Repeat the entire listing exactly as written.
▬▬▬▬▬▬
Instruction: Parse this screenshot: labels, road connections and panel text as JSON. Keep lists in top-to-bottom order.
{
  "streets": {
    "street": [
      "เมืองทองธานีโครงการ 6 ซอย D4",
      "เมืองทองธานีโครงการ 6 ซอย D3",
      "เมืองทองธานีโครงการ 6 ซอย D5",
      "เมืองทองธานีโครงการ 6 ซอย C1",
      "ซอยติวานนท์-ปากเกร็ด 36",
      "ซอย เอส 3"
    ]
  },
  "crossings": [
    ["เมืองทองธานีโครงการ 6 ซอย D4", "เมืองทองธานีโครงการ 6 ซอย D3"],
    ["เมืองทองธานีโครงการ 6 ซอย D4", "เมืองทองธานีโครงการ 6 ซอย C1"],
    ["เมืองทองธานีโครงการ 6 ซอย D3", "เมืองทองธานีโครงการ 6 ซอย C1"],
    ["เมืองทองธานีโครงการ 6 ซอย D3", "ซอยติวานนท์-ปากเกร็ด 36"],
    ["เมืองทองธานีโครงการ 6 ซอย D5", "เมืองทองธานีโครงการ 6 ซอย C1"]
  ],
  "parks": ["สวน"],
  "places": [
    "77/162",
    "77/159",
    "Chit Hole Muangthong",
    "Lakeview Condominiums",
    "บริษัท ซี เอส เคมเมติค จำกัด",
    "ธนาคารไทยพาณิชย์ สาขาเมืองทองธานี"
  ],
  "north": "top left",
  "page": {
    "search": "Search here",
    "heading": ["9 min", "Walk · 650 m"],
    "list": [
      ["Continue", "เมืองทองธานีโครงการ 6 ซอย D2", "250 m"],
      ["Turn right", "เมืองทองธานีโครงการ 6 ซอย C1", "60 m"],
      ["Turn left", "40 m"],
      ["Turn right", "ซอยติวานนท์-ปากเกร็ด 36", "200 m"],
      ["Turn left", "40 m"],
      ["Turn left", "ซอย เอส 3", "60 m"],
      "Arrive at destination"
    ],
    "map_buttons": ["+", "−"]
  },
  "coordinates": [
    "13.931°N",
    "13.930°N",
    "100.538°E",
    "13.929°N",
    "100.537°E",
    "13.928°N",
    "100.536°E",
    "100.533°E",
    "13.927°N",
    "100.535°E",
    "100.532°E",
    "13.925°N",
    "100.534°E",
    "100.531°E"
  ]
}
▬▬▬▬▬▬
Response to the exercise:
Instruction: Parse this screenshot: labels, road connections and panel text as JSON. Keep lists in top-to-bottom order.
{
  "streets": {
    "street": [
      "เมืองทองธานีโครงการ 6 ซอย D4",
      "เมืองทองธานีโครงการ 6 ซอย D3",
      "เมืองทองธานีโครงการ 6 ซอย D5",
      "เมืองทองธานีโครงการ 6 ซอย C1",
      "ซอยติวานนท์-ปากเกร็ด 36",
      "ซอย เอส 3"
    ]
  },
  "crossings": [
    ["เมืองทองธานีโครงการ 6 ซอย D4", "เมืองทองธานีโครงการ 6 ซอย D3"],
    ["เมืองทองธานีโครงการ 6 ซอย D4", "เมืองทองธานีโครงการ 6 ซอย C1"],
    ["เมืองทองธานีโครงการ 6 ซอย D3", "เมืองทองธานีโครงการ 6 ซอย C1"],
    ["เมืองทองธานีโครงการ 6 ซอย D3", "ซอยติวานนท์-ปากเกร็ด 36"],
    ["เมืองทองธานีโครงการ 6 ซอย D5", "เมืองทองธานีโครงการ 6 ซอย C1"]
  ],
  "parks": ["สวน"],
  "places": [
    "77/162",
    "77/159",
    "Chit Hole Muangthong",
    "Lakeview Condominiums",
    "บริษัท ซี เอส เคมเมติค จำกัด",
    "ธนาคารไทยพาณิชย์ สาขาเมืองทองธานี"
  ],
  "north": "top left",
  "page": {
    "search": "Search here",
    "heading": ["9 min", "Walk · 650 m"],
    "list": [
      ["Continue", "เมืองทองธานีโครงการ 6 ซอย D2", "250 m"],
      ["Turn right", "เมืองทองธานีโครงการ 6 ซอย C1", "60 m"],
      ["Turn left", "40 m"],
      ["Turn right", "ซอยติวานนท์-ปากเกร็ด 36", "200 m"],
      ["Turn left", "40 m"],
      ["Turn left", "ซอย เอส 3", "60 m"],
      "Arrive at destination"
    ],
    "map_buttons": ["+", "−"]
  },
  "coordinates": [
    "13.931°N",
    "13.930°N",
    "100.538°E",
    "13.929°N",
    "100.537°E",
    "13.928°N",
    "100.536°E",
    "100.533°E",
    "13.927°N",
    "100.535°E",
    "100.532°E",
    "13.925°N",
    "100.534°E",
    "100.531°E"
  ]
}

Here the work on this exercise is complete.